Kainaiwa (Blood)

CMC K96-774
Photograph by Morgan Baillargeon.

Harrison Stabs Down-Red Crow, Kainai (Blood), Stand Off, Alberta.

    Early Northern Plains moccasins had soft soles and were made in one piece, folded with a side seam. This type of moccasin was known as "niit-tsi-tsi-kiin" (the true moccasin), a term that was shared among the three divisions of the Blackfoot (Kainaiwa (Blood), Pii-kunii (Peigan), and Siksika (Blackfoot)). Today all moccasins are referred to in this way. The two-piece moccasin with stiff rawhide soles and soft uppers probably came into being with the advent of the horse, when nomadic people began to move in greater distances over the Prairies.

Men, women, and children all wore the same style moccasin; only the size differed.

Moccasins were fashioned with tanned buffalo, elk, moose, and deer hides. Later, domestic cowhides were used; a sign of hardship among Native people that meant wild game was scarce. Hides were either white or smoked, depending on their purpose. Everyday moccasins were left plain while decorated ones were used for special occasions.

Before the introduction of seed beads, dyed porcupine quills were used for decoration. An example of quillwork with seed beads appears on CMC V-B-331 a,b. This pair was probably used for special occasions like an "all-smoke ritual," which required the wearer to sit for long periods of time, allowing the beaded soles to be admired. The moccasins also show some traces of red-ochre paint, which indicates that they were used for ceremonial purposes. Since doing quillwork was considered a sacred task, a woman had to go through a brief ceremony of initiation before taking up this art form.

One of the earliest designs used was "miista-tsoka-tuksiin," or mountain design. Other designs included squares, diamonds, bars, slotted bars and stripes, the latter a beaded version of the early quillwork of the straight quill tied-sinew method. Today such designs are called "maah-toohm-moowa-ka-na-sksin," or first designs.

Floral designs were also referred to in this way, even though they were influenced by European motifs (see CMC V-B-351 a,b as an example.) These patterns were done in bilaterally symmetrical form and use geometric designs to depict non-realistic flowers.

During the seed-bead period (1840-1870), beadwork changed in technique and in the use of colour, which allowed the beadworker to produce more intricate forms. Two methods of beadwork were the spot stitch or appliqué and lone stitch or lazy stitch.

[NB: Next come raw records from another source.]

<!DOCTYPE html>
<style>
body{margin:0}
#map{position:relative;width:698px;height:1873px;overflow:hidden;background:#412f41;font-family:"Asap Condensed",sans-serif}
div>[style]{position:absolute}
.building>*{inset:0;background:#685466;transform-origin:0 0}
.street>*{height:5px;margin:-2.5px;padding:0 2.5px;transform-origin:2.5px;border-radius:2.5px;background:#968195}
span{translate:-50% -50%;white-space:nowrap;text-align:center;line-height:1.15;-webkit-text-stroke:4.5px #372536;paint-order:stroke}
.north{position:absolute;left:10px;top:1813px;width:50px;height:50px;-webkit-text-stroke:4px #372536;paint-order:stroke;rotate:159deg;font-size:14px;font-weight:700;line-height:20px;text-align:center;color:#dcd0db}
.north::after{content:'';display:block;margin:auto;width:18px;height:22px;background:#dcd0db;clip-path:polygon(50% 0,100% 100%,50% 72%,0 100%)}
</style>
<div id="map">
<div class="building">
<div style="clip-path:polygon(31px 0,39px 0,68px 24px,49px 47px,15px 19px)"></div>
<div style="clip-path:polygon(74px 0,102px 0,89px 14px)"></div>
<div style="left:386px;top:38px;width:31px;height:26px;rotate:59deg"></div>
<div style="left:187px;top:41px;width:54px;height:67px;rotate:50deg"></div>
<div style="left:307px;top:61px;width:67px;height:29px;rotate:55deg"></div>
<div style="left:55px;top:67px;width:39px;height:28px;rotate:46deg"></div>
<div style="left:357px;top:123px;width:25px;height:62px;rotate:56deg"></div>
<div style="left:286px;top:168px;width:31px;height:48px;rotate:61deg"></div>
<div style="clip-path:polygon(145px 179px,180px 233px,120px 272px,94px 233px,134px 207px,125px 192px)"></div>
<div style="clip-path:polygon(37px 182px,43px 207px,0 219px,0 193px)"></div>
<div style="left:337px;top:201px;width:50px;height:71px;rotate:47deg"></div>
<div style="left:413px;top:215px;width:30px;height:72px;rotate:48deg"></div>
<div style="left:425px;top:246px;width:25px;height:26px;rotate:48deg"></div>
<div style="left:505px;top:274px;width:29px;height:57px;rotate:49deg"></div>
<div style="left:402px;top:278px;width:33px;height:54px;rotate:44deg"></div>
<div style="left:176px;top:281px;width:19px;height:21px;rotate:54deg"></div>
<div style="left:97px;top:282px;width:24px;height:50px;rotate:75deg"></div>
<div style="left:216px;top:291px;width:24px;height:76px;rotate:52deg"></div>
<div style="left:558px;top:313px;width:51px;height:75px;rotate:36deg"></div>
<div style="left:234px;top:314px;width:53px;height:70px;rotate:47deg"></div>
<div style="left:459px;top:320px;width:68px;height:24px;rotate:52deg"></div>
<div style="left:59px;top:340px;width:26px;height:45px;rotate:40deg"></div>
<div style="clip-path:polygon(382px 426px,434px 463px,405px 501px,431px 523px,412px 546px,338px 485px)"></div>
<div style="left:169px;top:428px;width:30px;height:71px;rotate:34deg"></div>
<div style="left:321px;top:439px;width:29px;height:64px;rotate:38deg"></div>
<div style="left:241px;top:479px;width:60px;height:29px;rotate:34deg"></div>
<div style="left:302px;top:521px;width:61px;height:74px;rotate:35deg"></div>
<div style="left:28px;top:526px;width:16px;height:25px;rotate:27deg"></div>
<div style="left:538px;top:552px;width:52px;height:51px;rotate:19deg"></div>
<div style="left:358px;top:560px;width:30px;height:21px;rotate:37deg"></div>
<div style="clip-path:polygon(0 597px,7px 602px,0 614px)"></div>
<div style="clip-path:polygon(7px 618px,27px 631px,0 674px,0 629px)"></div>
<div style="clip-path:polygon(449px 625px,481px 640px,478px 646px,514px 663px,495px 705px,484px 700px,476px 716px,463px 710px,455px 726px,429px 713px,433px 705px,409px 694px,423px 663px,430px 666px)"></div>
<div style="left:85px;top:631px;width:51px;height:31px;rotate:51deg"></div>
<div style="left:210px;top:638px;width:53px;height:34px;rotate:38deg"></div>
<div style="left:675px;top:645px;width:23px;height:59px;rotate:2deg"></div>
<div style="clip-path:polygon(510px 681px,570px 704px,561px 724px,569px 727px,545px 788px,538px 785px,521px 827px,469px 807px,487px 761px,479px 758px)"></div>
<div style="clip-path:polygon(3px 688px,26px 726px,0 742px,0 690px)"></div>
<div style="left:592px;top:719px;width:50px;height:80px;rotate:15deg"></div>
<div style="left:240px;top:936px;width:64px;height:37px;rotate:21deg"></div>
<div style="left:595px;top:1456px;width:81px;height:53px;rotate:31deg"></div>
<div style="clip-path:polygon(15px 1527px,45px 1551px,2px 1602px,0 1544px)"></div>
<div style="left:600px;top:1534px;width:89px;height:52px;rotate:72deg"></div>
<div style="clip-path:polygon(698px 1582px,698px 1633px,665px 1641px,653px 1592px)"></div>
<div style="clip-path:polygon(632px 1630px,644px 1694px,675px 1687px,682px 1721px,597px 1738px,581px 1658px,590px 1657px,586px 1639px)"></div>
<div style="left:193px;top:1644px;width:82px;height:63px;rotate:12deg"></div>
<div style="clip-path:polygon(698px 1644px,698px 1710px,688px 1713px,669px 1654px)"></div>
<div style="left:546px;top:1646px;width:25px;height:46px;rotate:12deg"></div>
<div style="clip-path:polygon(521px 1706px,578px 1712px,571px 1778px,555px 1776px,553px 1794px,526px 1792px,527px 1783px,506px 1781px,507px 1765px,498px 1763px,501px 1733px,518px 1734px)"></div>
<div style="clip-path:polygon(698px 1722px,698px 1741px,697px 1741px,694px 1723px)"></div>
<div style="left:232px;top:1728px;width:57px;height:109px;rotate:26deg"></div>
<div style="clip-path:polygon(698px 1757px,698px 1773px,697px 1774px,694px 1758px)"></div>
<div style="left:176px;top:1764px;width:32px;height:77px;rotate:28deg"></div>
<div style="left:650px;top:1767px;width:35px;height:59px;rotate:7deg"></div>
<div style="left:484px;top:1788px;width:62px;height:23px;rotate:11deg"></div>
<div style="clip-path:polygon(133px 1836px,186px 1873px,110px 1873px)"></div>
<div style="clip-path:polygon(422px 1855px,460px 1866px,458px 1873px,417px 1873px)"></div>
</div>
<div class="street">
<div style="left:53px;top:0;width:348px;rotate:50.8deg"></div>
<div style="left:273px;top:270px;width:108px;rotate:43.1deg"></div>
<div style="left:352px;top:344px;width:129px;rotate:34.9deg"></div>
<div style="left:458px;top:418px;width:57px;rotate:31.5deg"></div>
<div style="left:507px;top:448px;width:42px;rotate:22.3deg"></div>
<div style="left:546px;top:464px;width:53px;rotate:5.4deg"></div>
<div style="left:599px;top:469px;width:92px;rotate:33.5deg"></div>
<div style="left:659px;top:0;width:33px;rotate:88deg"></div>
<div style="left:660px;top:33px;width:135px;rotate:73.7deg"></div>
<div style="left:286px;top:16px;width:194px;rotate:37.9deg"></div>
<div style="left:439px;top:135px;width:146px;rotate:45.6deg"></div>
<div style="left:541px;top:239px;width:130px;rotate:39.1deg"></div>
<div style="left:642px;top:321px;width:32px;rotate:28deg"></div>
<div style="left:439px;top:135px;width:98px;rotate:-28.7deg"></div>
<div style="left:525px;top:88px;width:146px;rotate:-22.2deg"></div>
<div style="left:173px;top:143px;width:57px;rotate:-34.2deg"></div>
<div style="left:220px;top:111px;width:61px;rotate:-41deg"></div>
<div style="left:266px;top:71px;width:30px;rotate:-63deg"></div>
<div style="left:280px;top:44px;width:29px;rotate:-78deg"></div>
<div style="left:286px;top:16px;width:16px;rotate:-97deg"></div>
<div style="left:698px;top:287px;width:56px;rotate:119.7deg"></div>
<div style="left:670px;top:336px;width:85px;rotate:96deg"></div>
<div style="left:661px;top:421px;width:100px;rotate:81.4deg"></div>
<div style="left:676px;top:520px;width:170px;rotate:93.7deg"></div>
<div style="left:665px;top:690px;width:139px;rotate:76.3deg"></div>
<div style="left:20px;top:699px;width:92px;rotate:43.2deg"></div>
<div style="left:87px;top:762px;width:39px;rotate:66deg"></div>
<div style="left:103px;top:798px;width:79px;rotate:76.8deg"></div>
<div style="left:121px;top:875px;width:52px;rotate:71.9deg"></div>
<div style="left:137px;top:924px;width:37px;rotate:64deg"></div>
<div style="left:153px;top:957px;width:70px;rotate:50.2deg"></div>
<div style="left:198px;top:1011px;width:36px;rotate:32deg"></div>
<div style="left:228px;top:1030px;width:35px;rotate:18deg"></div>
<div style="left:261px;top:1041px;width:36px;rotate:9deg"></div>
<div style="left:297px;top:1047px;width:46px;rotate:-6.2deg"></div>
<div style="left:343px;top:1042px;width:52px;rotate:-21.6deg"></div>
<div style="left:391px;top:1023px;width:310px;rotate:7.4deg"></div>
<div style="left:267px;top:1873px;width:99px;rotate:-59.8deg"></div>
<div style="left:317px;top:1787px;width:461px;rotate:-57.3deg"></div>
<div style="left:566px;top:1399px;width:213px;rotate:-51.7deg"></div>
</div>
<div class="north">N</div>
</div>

Trade cloth, used on cuffs and fill-in, was also introduced in addition to seed beads. See CMC V-B-429 a,b and V-B-40 a,b for examples where red trade cloth has been used around the cuff. This design, which featured three prongs stemming out from the half circle, is called the three-finger or half-breed design. It is usually filled in with trade cloth; an indication that hides had to be salvaged. The ankle wrap has also been replaced by canvas, another sign of hardship.

By this time, domestic cowhides were being used to make clothing, and rawhides used for hard moccasin soles.

Favoured colours included shades of green, blue, red, white, yellow, pink, black, and sometimes orange. Blue and white were preferred for background beadwork among the Blackfoot (see CMC V-B-432 a, b).

Most of the earlier moccasins had ankle wrap-arounds for both men and women (it was much easier for women's leggings to fit over this additional piece of hide). The lower-cut moccasin became more popular during the 1930s to the 1940s. It is unusual to see beadwork on moccasins such as that on CMC V-B-340 a,b, even though it is a typical geometric design.

Contemporary moccasins rarely use traditional patterns and materials, as most designs are borrowed from other North American tribes. Still, a few moccasins being produced by both male and female beadworkers today continue to follow the old designs. See CMC V-B-606 a, b and CMC V-B-591 a, b for good examples of the mountain design, a blue background, and a traditional Blackfoot floral design.